Je décide, une fois n’est pas coutume, d’aller diner sous le pont de Galata. Une multitude de restaurants s’est installée sous la route, un étage inférieur qui fait penser aux anciens ponts parisiens ou au Ponte Vecchio de Florence, sauf qu’ici on passe sur une coursive d’où pendent les fils en nylon des pêcheurs juste au-dessus de nos têtes. Je m’arrête à une terrasse qui donne du côté le plus étroit de la Corne d’Or, sous une enseigne colorée qui donne au Bosphore une couleur rouge sang. C’est un de ces restaurants qui ne sert pas d’alcool, ramadan ou pas. Moi qui voulait boire une Efes Pilsen, je me contenterai ce soir d’un jus d’abricot (Kayısı suyu) et d’un maquereau grillé. La fatigue me tance, le bruit des voitures passant au-dessus et les cris des gamins, enrobés dans les mélopées des hauts-parleurs vendant leur Bosphorus tour !!!! Bosphorus tour !!!! commencent à me taper sur les nerfs. Je ne supporte plus le bruit de cette ville infernale que j’aime tant. Il est temps pour moi de partir. Qui a dit que les vacances étaient faites pour se reposer ? Il y a les week-ends pour ça. Les voyages sont faits pour vous éreinter, vous essorer comme ces carpettes élimées qu’on lave à grande eau et à la brosse à pont sur les promenades sétoises.
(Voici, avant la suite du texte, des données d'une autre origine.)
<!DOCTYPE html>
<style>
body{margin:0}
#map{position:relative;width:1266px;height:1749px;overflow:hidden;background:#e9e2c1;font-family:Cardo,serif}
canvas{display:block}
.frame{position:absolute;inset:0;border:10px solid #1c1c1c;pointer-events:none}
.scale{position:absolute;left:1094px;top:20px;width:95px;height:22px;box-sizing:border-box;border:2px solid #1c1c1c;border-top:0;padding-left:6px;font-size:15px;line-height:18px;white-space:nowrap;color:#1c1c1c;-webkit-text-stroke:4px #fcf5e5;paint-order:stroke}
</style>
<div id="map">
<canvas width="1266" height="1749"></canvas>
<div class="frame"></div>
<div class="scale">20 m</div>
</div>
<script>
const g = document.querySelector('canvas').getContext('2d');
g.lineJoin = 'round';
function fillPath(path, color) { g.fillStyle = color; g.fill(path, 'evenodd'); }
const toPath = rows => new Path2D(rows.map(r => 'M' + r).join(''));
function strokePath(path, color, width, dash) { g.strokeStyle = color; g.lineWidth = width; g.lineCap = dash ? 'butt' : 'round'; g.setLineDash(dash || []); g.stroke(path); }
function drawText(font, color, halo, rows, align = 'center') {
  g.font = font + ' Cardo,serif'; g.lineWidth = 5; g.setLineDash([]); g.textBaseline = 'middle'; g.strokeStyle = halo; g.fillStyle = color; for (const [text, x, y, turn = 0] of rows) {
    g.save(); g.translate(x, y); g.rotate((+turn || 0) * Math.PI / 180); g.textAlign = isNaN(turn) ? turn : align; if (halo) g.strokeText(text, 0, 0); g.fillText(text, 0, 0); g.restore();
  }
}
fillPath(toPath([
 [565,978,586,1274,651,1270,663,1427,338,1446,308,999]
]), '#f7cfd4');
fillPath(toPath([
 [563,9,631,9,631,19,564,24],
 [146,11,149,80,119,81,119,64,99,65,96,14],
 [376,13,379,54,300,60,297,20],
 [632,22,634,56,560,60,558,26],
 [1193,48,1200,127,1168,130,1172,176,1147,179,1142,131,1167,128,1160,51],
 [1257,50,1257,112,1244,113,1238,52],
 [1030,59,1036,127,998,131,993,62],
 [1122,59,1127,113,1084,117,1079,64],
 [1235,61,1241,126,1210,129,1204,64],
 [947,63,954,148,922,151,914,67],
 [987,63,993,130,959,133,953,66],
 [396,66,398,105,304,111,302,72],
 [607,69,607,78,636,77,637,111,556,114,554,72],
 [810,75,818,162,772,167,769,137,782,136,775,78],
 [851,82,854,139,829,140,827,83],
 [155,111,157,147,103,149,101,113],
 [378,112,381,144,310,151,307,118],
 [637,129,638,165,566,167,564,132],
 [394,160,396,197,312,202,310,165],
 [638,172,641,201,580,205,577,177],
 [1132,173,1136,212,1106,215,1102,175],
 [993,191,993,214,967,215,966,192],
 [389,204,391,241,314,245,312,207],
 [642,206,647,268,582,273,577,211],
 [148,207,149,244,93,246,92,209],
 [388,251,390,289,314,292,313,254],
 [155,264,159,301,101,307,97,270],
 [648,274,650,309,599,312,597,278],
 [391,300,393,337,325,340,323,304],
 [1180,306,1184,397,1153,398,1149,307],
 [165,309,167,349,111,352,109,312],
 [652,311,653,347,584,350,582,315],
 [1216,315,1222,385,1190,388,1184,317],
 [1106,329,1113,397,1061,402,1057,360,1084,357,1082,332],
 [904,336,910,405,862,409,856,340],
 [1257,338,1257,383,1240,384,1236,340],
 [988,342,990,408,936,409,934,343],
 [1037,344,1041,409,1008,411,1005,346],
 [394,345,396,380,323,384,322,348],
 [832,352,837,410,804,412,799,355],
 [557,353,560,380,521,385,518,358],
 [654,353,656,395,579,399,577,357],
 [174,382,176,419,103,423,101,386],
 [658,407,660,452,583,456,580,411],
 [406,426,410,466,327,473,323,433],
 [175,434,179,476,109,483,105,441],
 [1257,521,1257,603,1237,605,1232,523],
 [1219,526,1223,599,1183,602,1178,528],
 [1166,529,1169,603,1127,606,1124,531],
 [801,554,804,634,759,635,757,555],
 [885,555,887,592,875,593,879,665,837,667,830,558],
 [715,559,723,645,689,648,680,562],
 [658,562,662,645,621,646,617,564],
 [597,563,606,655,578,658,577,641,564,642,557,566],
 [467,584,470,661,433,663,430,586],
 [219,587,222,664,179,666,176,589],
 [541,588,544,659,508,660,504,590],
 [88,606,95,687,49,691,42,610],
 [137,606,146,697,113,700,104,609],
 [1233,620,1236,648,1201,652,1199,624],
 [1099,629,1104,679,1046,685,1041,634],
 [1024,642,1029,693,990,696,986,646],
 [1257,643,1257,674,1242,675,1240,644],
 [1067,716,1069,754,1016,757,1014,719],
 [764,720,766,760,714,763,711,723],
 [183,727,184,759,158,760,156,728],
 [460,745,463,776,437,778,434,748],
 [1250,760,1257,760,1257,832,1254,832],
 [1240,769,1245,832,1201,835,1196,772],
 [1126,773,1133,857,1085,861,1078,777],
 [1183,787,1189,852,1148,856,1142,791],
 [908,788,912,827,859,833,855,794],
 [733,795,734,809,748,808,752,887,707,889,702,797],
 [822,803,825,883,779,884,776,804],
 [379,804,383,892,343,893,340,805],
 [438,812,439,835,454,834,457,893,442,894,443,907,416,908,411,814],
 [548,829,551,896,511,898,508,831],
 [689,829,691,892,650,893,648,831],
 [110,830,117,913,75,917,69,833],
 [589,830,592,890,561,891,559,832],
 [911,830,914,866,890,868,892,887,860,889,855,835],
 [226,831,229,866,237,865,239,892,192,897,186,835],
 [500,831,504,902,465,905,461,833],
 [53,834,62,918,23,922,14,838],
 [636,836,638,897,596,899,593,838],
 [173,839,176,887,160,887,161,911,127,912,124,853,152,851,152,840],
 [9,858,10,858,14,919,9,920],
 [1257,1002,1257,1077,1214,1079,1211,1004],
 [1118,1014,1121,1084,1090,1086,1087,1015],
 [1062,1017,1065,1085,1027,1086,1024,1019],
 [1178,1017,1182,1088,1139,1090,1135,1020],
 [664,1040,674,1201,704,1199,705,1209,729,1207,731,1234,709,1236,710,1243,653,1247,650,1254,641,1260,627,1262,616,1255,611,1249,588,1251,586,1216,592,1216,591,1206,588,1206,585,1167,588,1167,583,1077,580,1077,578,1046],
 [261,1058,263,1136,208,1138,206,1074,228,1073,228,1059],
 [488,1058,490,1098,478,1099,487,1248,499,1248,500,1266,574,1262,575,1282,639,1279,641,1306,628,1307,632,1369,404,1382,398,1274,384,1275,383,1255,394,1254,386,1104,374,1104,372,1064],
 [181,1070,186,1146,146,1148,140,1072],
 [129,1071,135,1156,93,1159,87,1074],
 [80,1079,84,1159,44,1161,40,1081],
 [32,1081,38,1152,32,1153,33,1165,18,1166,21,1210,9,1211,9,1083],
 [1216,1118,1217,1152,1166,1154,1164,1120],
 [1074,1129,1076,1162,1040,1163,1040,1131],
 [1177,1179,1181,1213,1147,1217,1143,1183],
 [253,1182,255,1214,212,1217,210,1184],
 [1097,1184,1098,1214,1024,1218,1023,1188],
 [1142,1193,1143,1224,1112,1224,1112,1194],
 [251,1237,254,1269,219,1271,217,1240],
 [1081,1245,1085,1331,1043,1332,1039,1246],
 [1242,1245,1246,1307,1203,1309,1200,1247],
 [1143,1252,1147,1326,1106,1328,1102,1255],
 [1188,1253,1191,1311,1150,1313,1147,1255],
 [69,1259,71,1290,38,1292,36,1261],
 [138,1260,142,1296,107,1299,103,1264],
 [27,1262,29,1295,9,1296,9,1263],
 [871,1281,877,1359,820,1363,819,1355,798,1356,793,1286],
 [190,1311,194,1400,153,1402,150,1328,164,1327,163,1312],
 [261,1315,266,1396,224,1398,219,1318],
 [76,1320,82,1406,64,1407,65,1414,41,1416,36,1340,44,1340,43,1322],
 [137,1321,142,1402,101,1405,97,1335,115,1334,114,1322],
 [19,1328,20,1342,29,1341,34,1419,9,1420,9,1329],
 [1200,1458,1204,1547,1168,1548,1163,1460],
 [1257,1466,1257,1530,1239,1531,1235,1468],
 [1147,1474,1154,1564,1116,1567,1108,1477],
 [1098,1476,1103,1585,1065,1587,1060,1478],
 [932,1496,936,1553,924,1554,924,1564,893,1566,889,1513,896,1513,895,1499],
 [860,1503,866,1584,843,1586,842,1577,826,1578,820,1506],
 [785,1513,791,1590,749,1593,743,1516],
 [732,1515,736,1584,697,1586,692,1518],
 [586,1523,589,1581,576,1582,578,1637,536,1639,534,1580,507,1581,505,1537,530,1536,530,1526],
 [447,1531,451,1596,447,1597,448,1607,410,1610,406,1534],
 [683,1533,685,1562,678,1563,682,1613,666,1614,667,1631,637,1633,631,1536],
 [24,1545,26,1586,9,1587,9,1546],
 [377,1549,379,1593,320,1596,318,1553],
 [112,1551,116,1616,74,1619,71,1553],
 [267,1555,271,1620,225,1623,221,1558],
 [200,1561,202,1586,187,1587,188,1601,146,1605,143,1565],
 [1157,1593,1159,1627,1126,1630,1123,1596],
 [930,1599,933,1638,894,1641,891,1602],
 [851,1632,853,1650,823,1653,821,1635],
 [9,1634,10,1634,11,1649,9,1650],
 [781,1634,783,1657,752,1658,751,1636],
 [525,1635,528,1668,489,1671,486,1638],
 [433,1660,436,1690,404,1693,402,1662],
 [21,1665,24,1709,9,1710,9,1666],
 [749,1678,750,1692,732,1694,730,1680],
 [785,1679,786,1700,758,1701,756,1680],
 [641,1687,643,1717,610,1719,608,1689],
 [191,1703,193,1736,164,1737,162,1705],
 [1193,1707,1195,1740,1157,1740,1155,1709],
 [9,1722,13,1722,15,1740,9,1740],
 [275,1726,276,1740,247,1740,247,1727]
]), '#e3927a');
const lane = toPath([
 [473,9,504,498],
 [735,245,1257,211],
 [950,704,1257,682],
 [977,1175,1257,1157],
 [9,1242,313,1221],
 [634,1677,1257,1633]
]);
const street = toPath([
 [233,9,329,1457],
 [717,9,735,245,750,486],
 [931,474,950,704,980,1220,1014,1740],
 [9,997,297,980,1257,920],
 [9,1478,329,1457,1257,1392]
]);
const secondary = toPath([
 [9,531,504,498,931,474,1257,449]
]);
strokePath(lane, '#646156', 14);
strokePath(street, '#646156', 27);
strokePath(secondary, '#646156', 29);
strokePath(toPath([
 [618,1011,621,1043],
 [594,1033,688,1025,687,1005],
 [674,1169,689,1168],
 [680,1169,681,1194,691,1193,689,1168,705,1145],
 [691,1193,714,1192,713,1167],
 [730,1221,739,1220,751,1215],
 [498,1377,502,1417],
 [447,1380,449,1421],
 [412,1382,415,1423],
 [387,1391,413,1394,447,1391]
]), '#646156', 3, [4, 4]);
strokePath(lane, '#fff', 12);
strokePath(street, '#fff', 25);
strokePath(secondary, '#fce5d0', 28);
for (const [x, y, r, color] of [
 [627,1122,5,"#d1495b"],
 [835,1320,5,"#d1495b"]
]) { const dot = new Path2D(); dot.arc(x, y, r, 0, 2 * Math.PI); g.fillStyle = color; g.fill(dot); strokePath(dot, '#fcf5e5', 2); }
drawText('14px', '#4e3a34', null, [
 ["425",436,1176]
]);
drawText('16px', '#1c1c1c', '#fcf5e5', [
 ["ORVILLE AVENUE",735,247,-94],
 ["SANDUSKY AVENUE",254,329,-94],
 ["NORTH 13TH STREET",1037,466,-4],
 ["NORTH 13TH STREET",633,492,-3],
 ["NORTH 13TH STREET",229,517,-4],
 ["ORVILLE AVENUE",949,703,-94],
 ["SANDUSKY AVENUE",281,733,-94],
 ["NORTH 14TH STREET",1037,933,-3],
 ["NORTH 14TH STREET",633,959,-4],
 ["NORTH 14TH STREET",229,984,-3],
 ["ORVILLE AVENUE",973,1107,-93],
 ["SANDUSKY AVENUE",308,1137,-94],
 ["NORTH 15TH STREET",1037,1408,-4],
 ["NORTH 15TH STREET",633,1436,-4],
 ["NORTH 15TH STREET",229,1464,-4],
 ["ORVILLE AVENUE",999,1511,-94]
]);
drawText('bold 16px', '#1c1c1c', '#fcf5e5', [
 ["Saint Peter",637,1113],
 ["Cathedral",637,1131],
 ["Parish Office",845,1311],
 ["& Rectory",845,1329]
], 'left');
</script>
Je retourne à l’hôtel, en empruntant le tunnel dévasté passant sous la route d’Eminönü, en passant devant un reste de mur byzantin, au pied de la Mosquée Bleue, devant des manières de maisons kurdes qui sont en réalité la façade d’un restaurant d’où sort une plainte douce accompagnée par un ud magique. Demain soir, je ne serai plus à Istanbul et je me demande déjà comment je vais faire pour revenir à Paris. Je veux dire, comment je vais faire pour revenir dans mon élément naturel après autant de chambardements et d’émotions. La prochaine que je viendrai ici, je chercherai les morceaux de moi que j’ai laissés sur place.